Profits have disappeared faster than a complementary Margherita; underlying losses of GBP3.9mln compared to positive adjusted EBITDA the year before of GBP9.8mln although if you are a stick-in-the-mud who prefers profit before tax then the situation has actually improved, with a loss before tax this time around of GBP26.3mln versus a loss the previous year of GBP31.7mln.


“We have taken advantage of the periods when we were closed or trading under restrictions to fine tune our existing brands through a focus on customer offering, sustainability, and the creation of two exciting new brand concepts, whilst we have also strengthened the engagement of our teams and driven our Diversity & Inclusion agenda, in order to set the business up to perform strongly when trading restrictions ended. We are ready to take advantage of the reduced competition and bring our freshly developed new concepts to the market,” the company said in its results statement.


There lies the light at the end of the tunnel for the company’s long-suffering shareholders. If the last man standing principle applies – as it rarely does after a night at one of the company’s bars – then the company should benefit from weaker competitors going to the wall.


“The threat of the COVID pandemic continues to recede, but local lockdowns, possible restrictions on large gathering and industry-wide cost pressures remain a concern,” cautioned finnCap.


“This year, the industry loses a peak weekend due to Christmas Day falling on a Saturday,” it noted as it left its 40p target price unchanged.


Peel Hunt, which also rates the shares a ‘buy’ but which has a more modest price target of 35p, said the full-year results were in line, which does not explain the 7.3% fall in the share price to 24.75p.


The bars operator has increased its net cash position to GBP4.6mln, the broker noted, despite accelerating its expansion programme.


“We expect three openings and 19 refurbishments in 2022E, followed by five openings and 18 refurbishments in 2023E,” Peel Hunt said.


It’s a brave company that opens more city centre late night bars in this environment but it looks like a case of “go big or go home” for Revolution.


The group recently started a third brand, Founders & Co, which is described as “an artisanal market-place experience”,to augment its Revolution and Revolucion de Cuba brands and is planning to roll out a fourth brand based on competitive socialising, whatever that is; perhaps it is a party game to come up with the most pretentious bar concept.


Rob Pitcher, a weak candidate for nominative determinism chief executive of the year, said the group is back to doing what it does best.

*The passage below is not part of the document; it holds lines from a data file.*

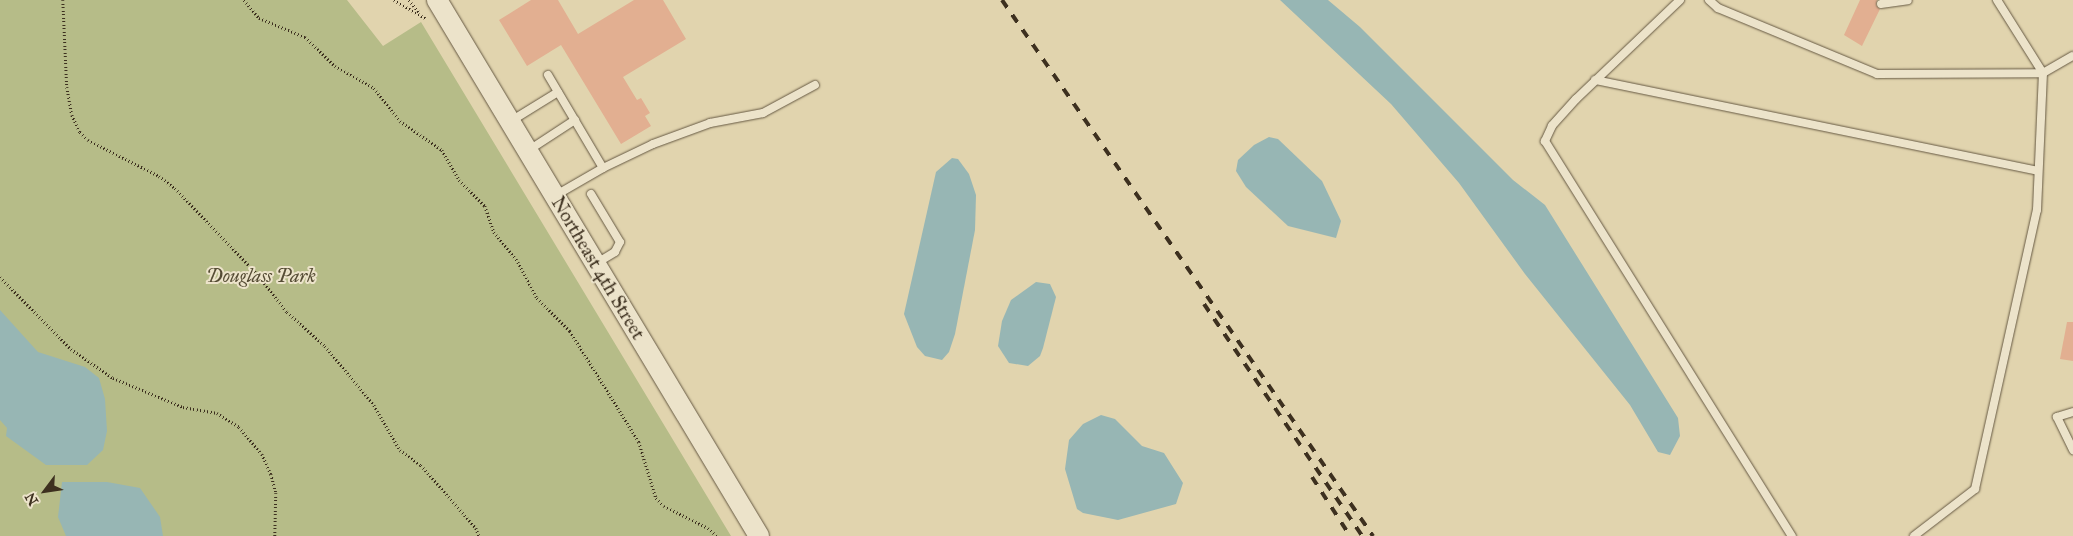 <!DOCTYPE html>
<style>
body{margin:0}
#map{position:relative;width:2073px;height:536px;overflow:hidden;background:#e1d4ae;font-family:"IM FELL Great Primer",serif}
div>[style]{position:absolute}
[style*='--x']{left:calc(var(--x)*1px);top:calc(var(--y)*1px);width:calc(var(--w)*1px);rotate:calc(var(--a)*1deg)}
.green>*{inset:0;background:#b6bc88}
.water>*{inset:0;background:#97b6b4}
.building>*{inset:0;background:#e2af91}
.path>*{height:2.5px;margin-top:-1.25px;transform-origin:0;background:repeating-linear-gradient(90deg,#3d301f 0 1px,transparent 0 3.5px)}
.roads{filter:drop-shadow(0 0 1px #665943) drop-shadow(0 0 1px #665943)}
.service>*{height:8px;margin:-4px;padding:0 4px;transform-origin:4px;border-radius:4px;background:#ece3ca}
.tertiary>*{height:20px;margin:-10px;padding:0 10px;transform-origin:10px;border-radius:10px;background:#ece3ca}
.rail>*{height:4px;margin-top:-2px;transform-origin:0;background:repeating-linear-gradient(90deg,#3d301f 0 9px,transparent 0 18px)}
span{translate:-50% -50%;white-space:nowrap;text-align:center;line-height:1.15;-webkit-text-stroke:4px #ece3ca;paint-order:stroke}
.street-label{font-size:19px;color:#3d301f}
.park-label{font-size:19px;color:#554c34;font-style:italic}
.north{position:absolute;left:20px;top:466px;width:50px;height:50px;-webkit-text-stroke:4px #ece3ca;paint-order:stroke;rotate:239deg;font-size:14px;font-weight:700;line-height:20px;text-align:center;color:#3d301f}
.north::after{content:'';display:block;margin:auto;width:18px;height:22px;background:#3d301f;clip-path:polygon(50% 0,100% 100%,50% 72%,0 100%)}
</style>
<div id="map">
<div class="green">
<i style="clip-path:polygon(0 0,347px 0,383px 46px,421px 22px,731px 536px,0 536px)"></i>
</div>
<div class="water">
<i style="clip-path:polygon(1280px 0,1328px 0,1360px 27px,1513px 180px,1545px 205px,1678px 418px,1680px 436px,1670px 455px,1658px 452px,1630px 405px,1525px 274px,1459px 183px,1391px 104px)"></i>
<i style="clip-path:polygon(1269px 137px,1278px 139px,1322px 181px,1341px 221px,1336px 238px,1288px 226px,1246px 187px,1236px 171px,1238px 160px,1254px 145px)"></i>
<i style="clip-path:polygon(952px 158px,958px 159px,969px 174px,976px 195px,975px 230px,955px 334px,949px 352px,942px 360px,925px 356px,917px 347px,904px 314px,936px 172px)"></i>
<i style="clip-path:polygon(1036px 282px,1050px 284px,1056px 297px,1043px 348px,1040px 356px,1028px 366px,1009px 363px,998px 346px,1002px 321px,1011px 300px)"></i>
<i style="clip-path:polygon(0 310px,38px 352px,85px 367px,99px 378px,105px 399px,107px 431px,103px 450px,87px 465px,46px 465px,6px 436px,7px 428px,0 420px)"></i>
<i style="clip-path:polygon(1101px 415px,1115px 419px,1142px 446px,1164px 453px,1183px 483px,1176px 504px,1118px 520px,1083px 513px,1077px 509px,1065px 469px,1069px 440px,1083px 424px)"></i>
<i style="clip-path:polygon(62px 482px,107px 482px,140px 488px,160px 517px,163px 536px,66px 536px,58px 517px)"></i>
</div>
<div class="building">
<i style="clip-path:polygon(531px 0,558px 0,578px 34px,634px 0,663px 0,686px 39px,623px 77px,637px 100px,641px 98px,650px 113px,645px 116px,651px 126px,621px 144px,561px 45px,527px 66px,499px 20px)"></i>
<i style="clip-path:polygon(1860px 0,1877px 0,1876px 5px,1880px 9px,1862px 46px,1844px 35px)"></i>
<i style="clip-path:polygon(2067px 322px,2073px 322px,2073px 361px,2060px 359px)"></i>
</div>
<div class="path">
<i style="--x:63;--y:0;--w:87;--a:87.4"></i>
<i style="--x:67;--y:87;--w:28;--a:80"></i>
<i style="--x:72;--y:115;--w:19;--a:65"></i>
<i style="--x:80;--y:132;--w:11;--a:45"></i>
<i style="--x:88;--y:140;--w:80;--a:26.9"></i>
<i style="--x:159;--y:176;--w:20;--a:37"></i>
<i style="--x:175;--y:188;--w:120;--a:46.3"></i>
<i style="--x:258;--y:275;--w:47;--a:51.9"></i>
<i style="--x:287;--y:312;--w:51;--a:41.8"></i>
<i style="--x:325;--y:346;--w:77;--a:50.3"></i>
<i style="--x:374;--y:405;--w:52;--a:60"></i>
<i style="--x:400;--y:450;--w:26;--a:36"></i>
<i style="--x:421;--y:465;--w:84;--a:48.9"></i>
<i style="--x:476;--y:528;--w:9;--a:69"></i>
<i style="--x:244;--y:0;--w:23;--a:50"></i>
<i style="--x:259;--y:18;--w:50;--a:22.4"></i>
<i style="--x:305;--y:37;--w:42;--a:44"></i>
<i style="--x:335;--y:66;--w:45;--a:29.4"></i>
<i style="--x:374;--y:88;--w:42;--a:51.8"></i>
<i style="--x:400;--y:121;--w:51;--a:34.6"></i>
<i style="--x:442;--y:150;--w:34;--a:60"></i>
<i style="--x:459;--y:180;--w:37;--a:45"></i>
<i style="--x:485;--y:206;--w:28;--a:71"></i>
<i style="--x:494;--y:232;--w:38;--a:51"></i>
<i style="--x:518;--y:262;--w:41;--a:62.2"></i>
<i style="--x:537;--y:298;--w:47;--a:45"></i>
<i style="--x:570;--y:331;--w:131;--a:58.1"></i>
<i style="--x:639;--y:442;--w:59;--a:73.1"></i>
<i style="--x:656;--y:498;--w:11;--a:45"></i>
<i style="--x:664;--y:506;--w:49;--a:26.6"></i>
<i style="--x:708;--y:528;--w:12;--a:42"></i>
<i style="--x:394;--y:0;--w:38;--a:30"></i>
<i style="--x:409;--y:0;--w:16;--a:50"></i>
<i style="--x:0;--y:277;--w:101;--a:45.4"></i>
<i style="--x:71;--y:349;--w:51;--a:34.6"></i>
<i style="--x:113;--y:378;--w:76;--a:22.5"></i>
<i style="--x:183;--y:407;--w:35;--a:10"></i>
<i style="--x:217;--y:413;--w:26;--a:32"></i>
<i style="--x:239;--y:427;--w:35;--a:50"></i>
<i style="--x:262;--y:454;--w:22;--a:66"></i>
<i style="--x:271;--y:474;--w:20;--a:75"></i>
<i style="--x:276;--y:493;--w:43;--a:91.3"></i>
</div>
<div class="roads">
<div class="service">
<i style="--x:1680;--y:0;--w:144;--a:136.4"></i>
<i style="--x:1576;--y:99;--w:36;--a:132"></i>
<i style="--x:1552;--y:126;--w:17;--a:115"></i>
<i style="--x:1545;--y:141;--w:466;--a:58"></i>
<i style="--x:1709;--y:0;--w:12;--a:42"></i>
<i style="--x:1718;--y:8;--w:172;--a:22.5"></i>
<i style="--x:1877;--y:74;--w:166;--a:-0.3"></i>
<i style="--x:1997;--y:0;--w:86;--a:57.8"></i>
<i style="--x:1881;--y:4;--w:27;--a:-8"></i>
<i style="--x:548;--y:75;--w:108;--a:59.4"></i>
<i style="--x:603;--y:168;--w:54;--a:150.1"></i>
<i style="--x:1595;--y:80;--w:452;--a:11.6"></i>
<i style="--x:511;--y:121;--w:55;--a:-31.7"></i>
<i style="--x:529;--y:150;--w:55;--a:-33.1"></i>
<i style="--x:603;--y:168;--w:55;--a:-25.6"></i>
<i style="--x:653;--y:144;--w:61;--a:-20.2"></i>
<i style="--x:710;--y:123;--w:54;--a:-10.7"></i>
<i style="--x:763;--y:113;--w:59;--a:-28.3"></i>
<i style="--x:591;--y:194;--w:56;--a:58.9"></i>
<i style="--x:620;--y:242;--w:11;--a:117"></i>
<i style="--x:615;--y:252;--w:21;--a:149"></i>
<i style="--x:2073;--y:412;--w:17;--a:163"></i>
<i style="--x:2057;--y:417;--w:37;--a:64"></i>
<i style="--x:1914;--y:536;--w:77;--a:-37.6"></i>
<i style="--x:1975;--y:489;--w:286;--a:-77.5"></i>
<i style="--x:2037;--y:210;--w:137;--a:-87.5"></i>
<i style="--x:2043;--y:73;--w:34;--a:-30"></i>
</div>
<div class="tertiary">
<i style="--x:437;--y:0;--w:625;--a:59"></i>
</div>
</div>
<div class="rail">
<i style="--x:1002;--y:0;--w:652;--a:55.31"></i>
<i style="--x:1204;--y:304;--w:281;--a:55.7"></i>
<i style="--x:1312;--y:477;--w:70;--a:57.2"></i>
</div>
<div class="street-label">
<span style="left:598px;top:268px;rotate:59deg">Northeast 4th Street</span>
</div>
<div class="park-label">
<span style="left:261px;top:276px">Douglass Park</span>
</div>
<div class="north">N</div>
</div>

“As we had hoped and expected, our young guest base was ready to return to our bars and we continue to be pleased with our level of trade, reflecting the fun and memorable experiences our teams create for our guests,” Pitcher said.

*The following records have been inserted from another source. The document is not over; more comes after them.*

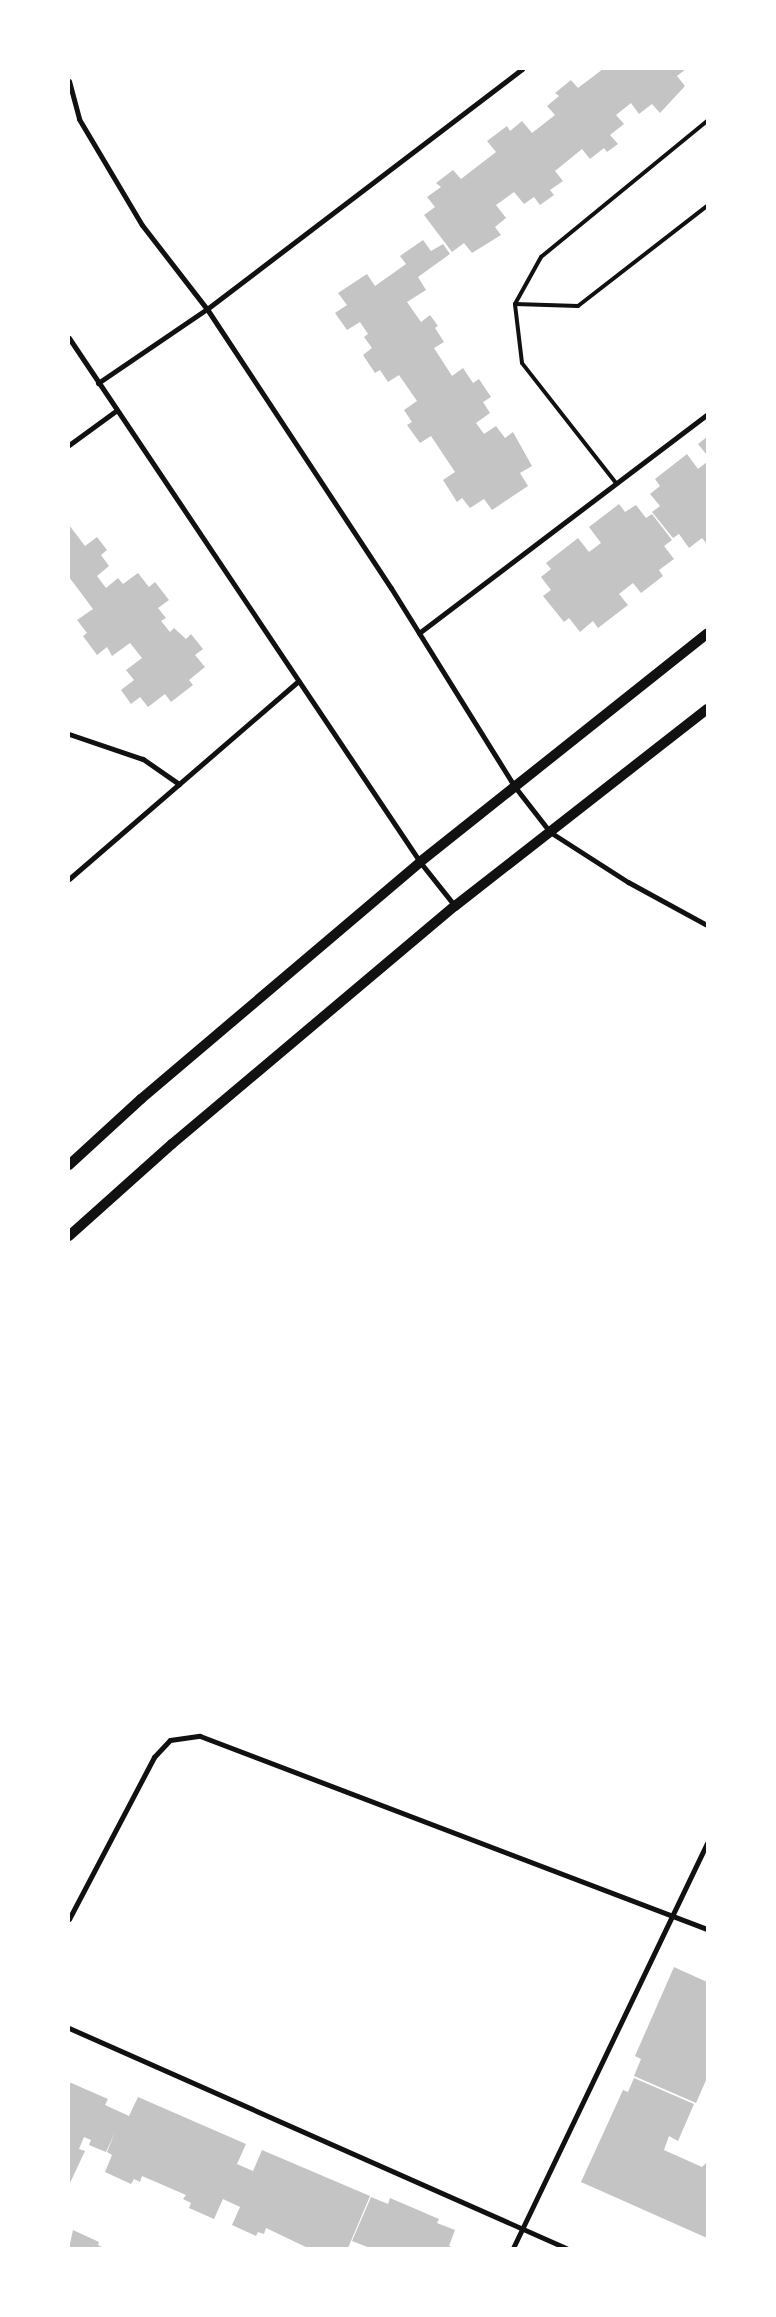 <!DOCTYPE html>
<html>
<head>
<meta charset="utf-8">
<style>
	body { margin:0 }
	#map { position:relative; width:776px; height:2317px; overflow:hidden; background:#fff; font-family:"Source Sans 3",sans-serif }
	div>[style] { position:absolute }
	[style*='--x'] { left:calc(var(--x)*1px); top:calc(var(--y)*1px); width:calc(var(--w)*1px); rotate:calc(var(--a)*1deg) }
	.building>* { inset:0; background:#c4c4c4 }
	.service>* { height:4px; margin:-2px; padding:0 2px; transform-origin:2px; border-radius:2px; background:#111 }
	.minor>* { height:5px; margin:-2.5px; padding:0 2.5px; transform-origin:2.5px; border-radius:2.5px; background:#111 }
	.secondary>* { height:10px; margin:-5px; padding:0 5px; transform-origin:5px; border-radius:5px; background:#111 }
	span { translate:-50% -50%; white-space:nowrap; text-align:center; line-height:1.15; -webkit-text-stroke:4px #fff; paint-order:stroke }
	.frame { position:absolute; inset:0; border:70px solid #fff; pointer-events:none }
</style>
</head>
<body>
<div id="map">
	<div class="building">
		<i style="clip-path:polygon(603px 69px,686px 69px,677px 76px,685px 86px,660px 113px,652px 104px,639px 114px,631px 103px,616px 115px,624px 124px,610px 135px,618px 144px,607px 152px,604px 148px,590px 159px,582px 149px,555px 171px,563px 181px,550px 190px,554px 195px,540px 205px,534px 197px,524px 204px,514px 192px,496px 205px,506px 218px,495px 227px,501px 235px,472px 253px,464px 243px,452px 252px,424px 215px,435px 207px,427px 197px,441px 187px,436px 183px,453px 170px,461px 179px,496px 152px,487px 141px,507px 126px,510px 131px,522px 121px,532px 133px,555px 115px,547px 106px,559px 96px,555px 93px,571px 80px,578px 88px)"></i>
		<i style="clip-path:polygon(423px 240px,431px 251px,443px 244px,450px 254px,418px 277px,426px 290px,407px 302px,421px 322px,430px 315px,438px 326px,435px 328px,444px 342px,434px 348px,452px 376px,463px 368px,473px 383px,479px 379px,491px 397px,483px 402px,490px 413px,476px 423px,484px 434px,496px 426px,505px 438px,513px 432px,532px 466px,520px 473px,528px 486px,492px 510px,484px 499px,470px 508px,462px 498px,457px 502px,443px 480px,455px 472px,431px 436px,420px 443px,407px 425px,412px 422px,404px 410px,417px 401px,399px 375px,388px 382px,380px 370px,375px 373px,363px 355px,372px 348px,364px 337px,368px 334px,360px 322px,347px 330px,335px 313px,347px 305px,338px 293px,367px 274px,375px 286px,406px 264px,400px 256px)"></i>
		<i style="clip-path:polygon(707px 437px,707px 455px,698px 444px)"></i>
		<i style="clip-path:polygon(687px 454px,698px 469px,707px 462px,707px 544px,702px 538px,689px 548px,679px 534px,673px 538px,652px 512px,660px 506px,650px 494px,660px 486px,655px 479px)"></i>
		<i style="clip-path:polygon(619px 504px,625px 512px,636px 505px,646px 518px,652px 514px,672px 540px,664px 546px,674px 559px,659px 570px,663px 576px,641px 593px,633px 583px,619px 594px,628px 605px,598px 628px,593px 621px,580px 632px,569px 618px,564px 622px,543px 596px,551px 590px,541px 577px,551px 569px,546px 563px,578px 538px,589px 552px,601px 543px,589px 527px)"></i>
		<i style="clip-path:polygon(69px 525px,85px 546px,97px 537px,107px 550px,101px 555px,109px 566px,97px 576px,106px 588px,118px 578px,123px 584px,138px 573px,149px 587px,155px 582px,169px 600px,158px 608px,166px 618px,161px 621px,170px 632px,174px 628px,186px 639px,191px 634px,203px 649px,195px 655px,205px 667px,189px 680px,193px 685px,171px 702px,165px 694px,148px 707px,140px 697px,131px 704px,121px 690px,134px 680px,126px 670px,142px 658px,130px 643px,112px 656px,107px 647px,97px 655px,83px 636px,87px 633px,77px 620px,93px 609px,69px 577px)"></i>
		<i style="clip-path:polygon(674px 1967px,707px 1982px,707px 2078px,696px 2103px,634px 2076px,641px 2059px,635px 2056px)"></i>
		<i style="clip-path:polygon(634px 2078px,694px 2104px,678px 2141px,669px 2136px,664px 2150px,702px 2167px,707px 2162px,707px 2238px,581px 2182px,623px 2090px,628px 2092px)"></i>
		<i style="clip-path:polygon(69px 2082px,108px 2099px,105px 2105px,129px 2116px,138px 2097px,246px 2144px,237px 2164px,253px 2171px,262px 2150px,370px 2196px,348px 2248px,308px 2248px,266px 2228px,264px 2234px,258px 2232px,256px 2236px,232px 2225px,240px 2207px,223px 2199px,214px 2219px,189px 2208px,191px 2203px,183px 2199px,186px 2195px,142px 2176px,140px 2182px,134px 2179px,131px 2184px,105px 2172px,112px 2155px,107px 2152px,115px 2132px,106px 2152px,89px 2145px,91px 2140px,84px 2137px,79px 2149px,85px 2151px,69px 2185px)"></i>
		<i style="clip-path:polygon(371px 2197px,388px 2204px,390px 2198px,439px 2219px,437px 2223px,455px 2230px,449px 2246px,454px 2248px,370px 2248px,352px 2241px)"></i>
		<i style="clip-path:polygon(73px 2230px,99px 2242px,98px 2245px,104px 2248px,69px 2248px)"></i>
	</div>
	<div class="service">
		<i style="--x:515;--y:304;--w:63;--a:1.8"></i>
		<i style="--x:578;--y:306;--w:163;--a:-37.8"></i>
		<i style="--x:616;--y:483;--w:152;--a:-128.1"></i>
		<i style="--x:522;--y:363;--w:59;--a:-96.8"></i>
		<i style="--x:515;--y:304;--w:54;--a:-61"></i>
		<i style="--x:541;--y:257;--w:215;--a:-39.3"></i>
	</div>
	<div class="minor">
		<i style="--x:69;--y:81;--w:39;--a:75"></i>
		<i style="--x:79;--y:119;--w:123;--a:59.3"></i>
		<i style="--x:142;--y:225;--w:106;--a:52.3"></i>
		<i style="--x:207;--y:309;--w:334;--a:56.6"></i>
		<i style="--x:391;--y:588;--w:234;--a:58.1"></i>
		<i style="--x:515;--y:787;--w:57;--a:52.1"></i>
		<i style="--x:550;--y:832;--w:93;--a:32.7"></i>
		<i style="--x:628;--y:882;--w:90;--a:28.6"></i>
		<i style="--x:69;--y:338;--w:631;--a:56.18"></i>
		<i style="--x:420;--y:862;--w:56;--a:51.5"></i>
		<i style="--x:98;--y:383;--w:132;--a:-34.2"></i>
		<i style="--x:207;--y:309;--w:396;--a:-37.3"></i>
		<i style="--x:69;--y:445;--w:59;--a:-36.1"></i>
		<i style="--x:419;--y:633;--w:362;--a:-37.2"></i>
		<i style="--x:69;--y:734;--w:78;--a:18.7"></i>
		<i style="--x:143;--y:759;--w:44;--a:34.8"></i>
		<i style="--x:69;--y:879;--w:303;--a:-40.8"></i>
		<i style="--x:69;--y:1919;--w:183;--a:-62.3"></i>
		<i style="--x:154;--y:1757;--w:23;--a:-47"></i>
		<i style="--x:170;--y:1740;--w:30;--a:-8"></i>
		<i style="--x:200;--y:1736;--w:542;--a:20.84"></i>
		<i style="--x:69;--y:2028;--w:544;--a:23.88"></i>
		<i style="--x:513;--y:2248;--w:449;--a:-64.4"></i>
	</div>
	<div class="secondary">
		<i style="--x:69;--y:1165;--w:98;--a:-42.5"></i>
		<i style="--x:141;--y:1099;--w:366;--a:-40.3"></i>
		<i style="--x:420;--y:862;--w:367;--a:-38.5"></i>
		<i style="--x:69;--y:1236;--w:138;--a:-41.8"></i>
		<i style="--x:172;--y:1144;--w:370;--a:-40.1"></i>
		<i style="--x:455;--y:906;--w:320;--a:-38"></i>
	</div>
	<div class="frame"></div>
</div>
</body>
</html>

Pitcher is not just talking up his trade. Monday’s Coffer CGA Business Tracker for October revealed Britain’s leading managed restaurant, pub and bar groups achieved modest sales growth in October amid mounting operational pressures but bars were a bright spot, with an increase of 13% in sales over pre-pandemic October 2019, although London remains a drag on growth.


According to the market research firm, a shortage of office workers and tourists meant sales in restaurants, pubs and bars were down by 4% on October 2019 whereas beyond the M25, they rose by 6%.


“Hopes are pinned on a strong Christmas trading period, but the sector needs and deserves sustained support in many areas well into 2022 to help fuel its recovery,” said CGA’s Karl Chessell.


As the saying goes, for Revolution, Christmas cannot come soon enough.